Many countries await after the death of Elizabeth II. Exchange of coins and banknotes. It will take the year of the Czech Republic

After the death of Queen Elizabeth II, many of the Commonwealth nations are waiting. Large-scale exchange of coins and banknotes. It is in the monarchical tradition that a reigning monarch is depicted, as opposed to a republic. As such, Charles III, formerly known as Prince Charles, appears on banknotes not only in the United Kingdom, but also in Canada, Australia, New Zealand, and more.

A British banknote with the image of Queen Elizabeth II. It remains legal tender after her death. According to British reports, it is expected to take at least 24 months to replace current banknotes with new banknotes depicting the Queen’s heir, Charles III.

By comparison, when the latest artificial £50 note was issued in the UK, it took the Bank of England 16 months for the entire withdrawal and exchange process.

As The Guardian reported, there are now 4.5 billion British banknotes with the Queen’s face in circulation, worth £80 billion.

Jaroslav Moravec, chief money circular expert at the Czech National Bank (ČNB), explained to Aktuálně.cz that exchanging payments is a very complex and lengthy process. Moreover, it is also very expensive from an economic point of view, since not only the currency in circulation, but also the currency that makes up the inventory is exchanged.

“It depends a lot on how prepared you are for a change of currency already in this case. I would say monarchies are better prepared for change than other countries because monarchies ‘is traditional to depict monarchs reigning over currency,’ said the expert.

In republics with frequent changes of heads of state, painting other motifs on the currency solves the situation. Like the Czech Republic, they can be important historical figures or national symbols.

Moravec recalls that the country took years to change the motifs on its banknotes and coins. At the same time, it adds Czech specificity. Not many countries have coins and banknotes created as works of art, motifs designed by artists and approved by committees.

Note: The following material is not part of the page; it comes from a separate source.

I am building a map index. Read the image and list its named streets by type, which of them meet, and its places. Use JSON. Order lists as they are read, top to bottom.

“In many countries, the designs are created by mint employees, so the emphasis is on crafts rather than works of art, which speeds up the process a lot,” explains Moravec. To do.

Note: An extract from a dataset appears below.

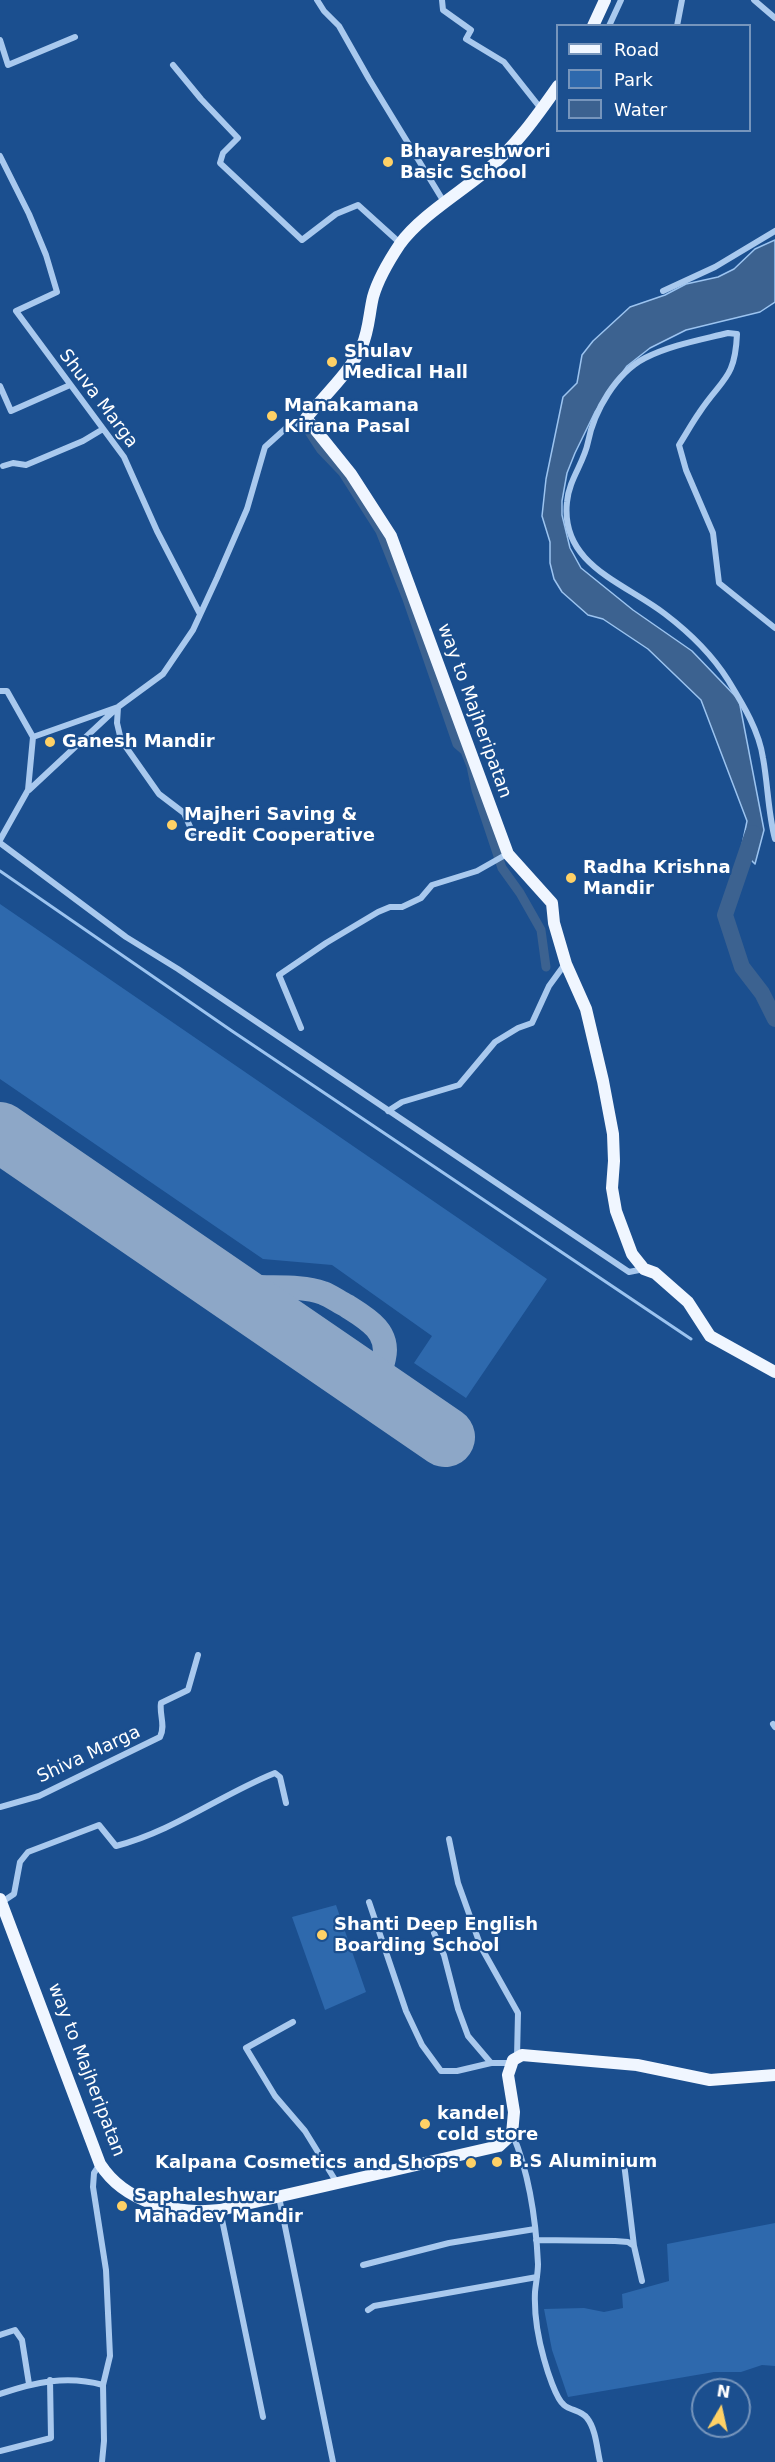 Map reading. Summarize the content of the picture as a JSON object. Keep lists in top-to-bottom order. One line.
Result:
{"streets":{"main road":["way to Majheripatan"],"street":["Shuva Marga","Shiva Marga"]},"places":["Bhayareshwori Basic School","Shulav Medical Hall","Manakamana Kirana Pasal","Ganesh Mandir","Majheri Saving & Credit Cooperative","Radha Krishna Mandir","Shanti Deep English Boarding School","kandel cold store","B.S Aluminium","Kalpana Cosmetics and Shops","Saphaleshwar Mahadev Mandir"],"legend":["Road","Park","Water"],"north":"top"} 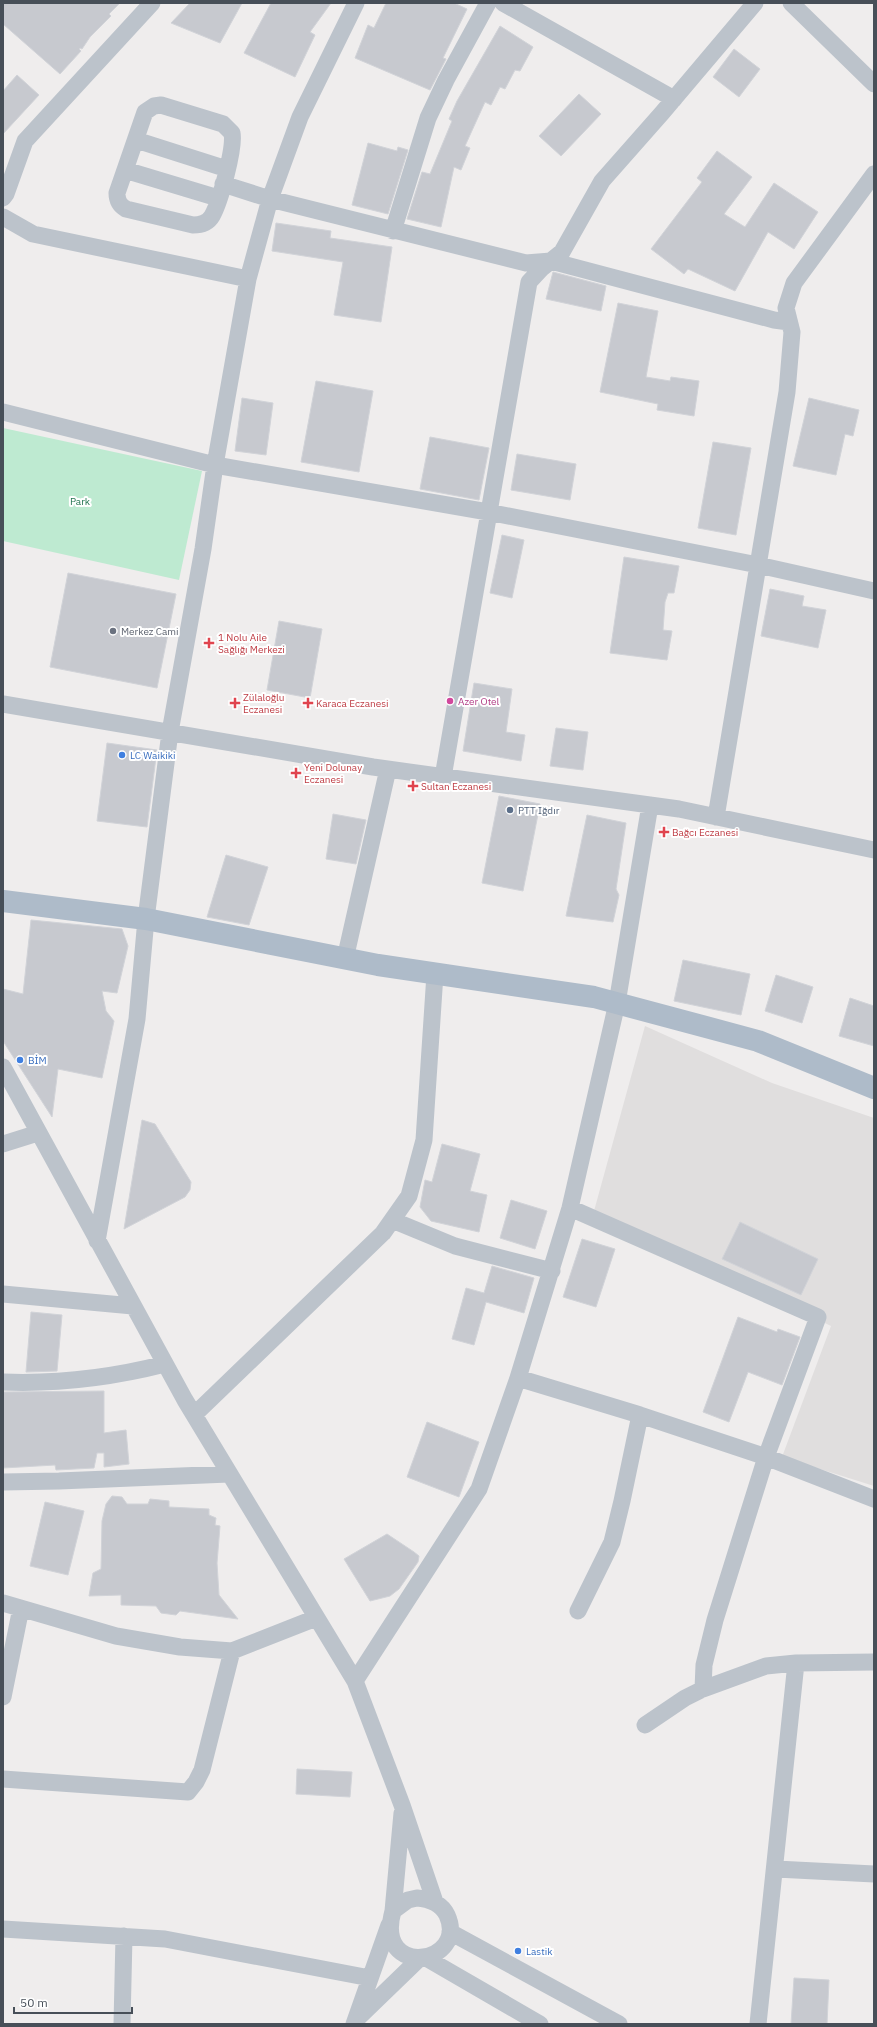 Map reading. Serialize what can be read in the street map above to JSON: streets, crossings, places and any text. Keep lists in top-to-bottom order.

He estimates that the motif itself can be made in the UK in a matter of days, and that preparing the molds will take weeks. But it’s Buckingham Palace that determines what a monarch looks like with money, and what else there is.

It takes months or years to actually mint and put the required amount of coins into circulation, depending on the amount of coins in circulation. For banknotes, Moravec said the change will be even more severe as new banknotes go through multiple printing technologies.

When the Queen ascended to the throne in 1952, this was not reflected in the early banknotes. Only in 1960 did Elizabeth II’s face change. She began to appear on the £1 note and gradually on other currencies of the Commonwealth countries. “But at the time there was still a currency in circulation with the image of her predecessor. Over time, Elizabeth Her II completely replaced the old currency,” Moravec said. Reminisce.

The Queen’s head now appears on Canada’s approximately $20 note, New Zealand coins, and all coins and banknotes issued by the central banks of the Eastern Caribbean countries, including Antigua and Barbuda, Dominica, Grenada, and St. Kitts. and Nevis. In total, her 14 queens of the world lasted her 70 years as head of state.

For example, in Australia, the change applies not only to $5 bills, but also to 5 cent, 10 cent, 20 cent, 50 cent denomination, $1 and $2 bills.


Leave a Comment

Your email address will not be published.